Do a search on 'how to contest a traffic fine', this has been discussed before.

(And the general consensus was that is not worth it - save yourself the hassle).


----------



## ccr (Jun 20, 2010)

whiterose232 said:


> The problem is that I was not there on the time and date mentioned. I would like to fight for this ticket.


I understand it is a matter of principle, but unless you can prove without any doubt that you AND/OR your car were not there at said time / date, you have less than zero chance of winning.

And if you do, they will simply change the time / date (i.e. oh data entry mistake) 

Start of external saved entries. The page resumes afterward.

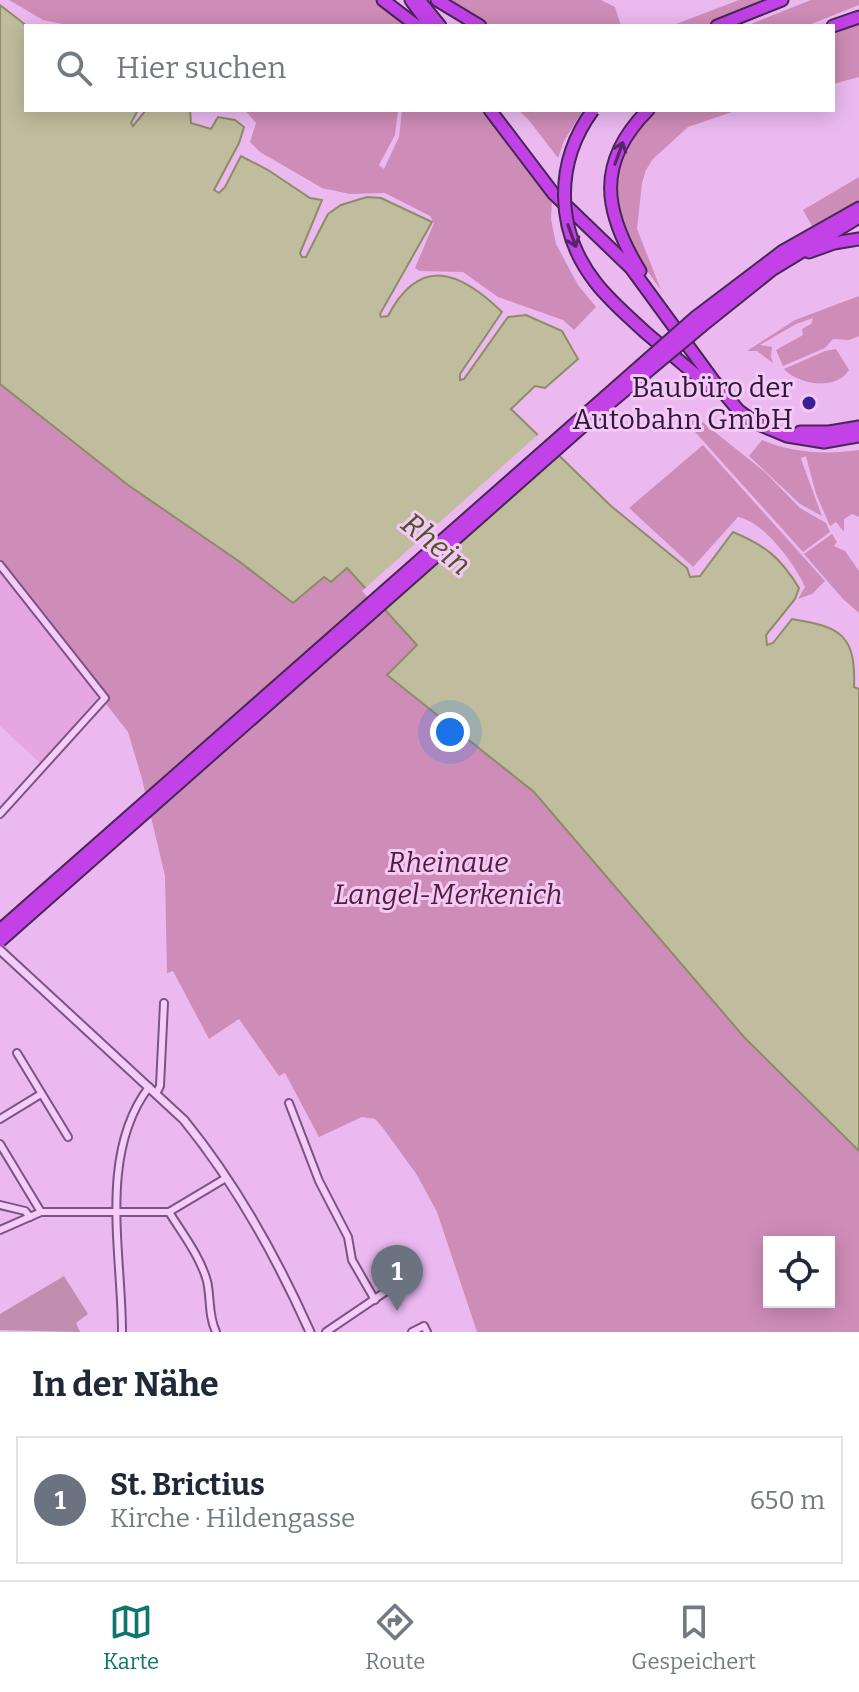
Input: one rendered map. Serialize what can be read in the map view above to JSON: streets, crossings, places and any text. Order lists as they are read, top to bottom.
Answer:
{
  "water": ["Rhein"],
  "parks": ["Rheinaue Langel-Merkenich"],
  "places": ["Baubüro der Autobahn GmbH"],
  "page": {
    "search": "Hier suchen",
    "pins": "1",
    "heading": "In der Nähe",
    "list": [
      {
        "mark": "1",
        "name": "St. Brictius",
        "note": "Kirche · Hildengasse",
        "value": "650 m"
      }
    ],
    "nav": ["Karte", "Route", "Gespeichert"]
  }
}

PS: I still chuckle everytime I remember someone here contested about picture showing the car spoiler was still down = means vehicle traveling under specific speed = no ticket. Police said "no problem, we will take care of that". Next thing he knew, they took the picture off... :clap2:


----------



## Stevesolar (Dec 21, 2012)

whiterose232 said:


> I have a traffic fine which is absolutely false. It says the following:
> 
> Ticket violation: Sudden Swerve / Obstructing Traffic
> Location: Emirates St.
> ...


Hi 

Funnily enough we had a fine for exactly the same offence!!

It was 8.00 one morning and we were getting off the E11 onto the Al Ain road.
Traffic was very heavy so went into correct lane at the last minute, just before the turning.
Saw a policeman hiding in the bushes taking down numbers and sure enough got the dreaded text and email a few days later.
There was no swerving or obstruction involved - we simply moved into correct lane a bit late!
Unfortnately we dont drive a low registration number car with excessivley tinted windows - so had to just pay the fine!

We were waiting for Ramadan and the usual 50% "fine discount" but we bought another car at the weekend. When the dealer went to register the new car - the fine showed up and we could not register until it was paid!!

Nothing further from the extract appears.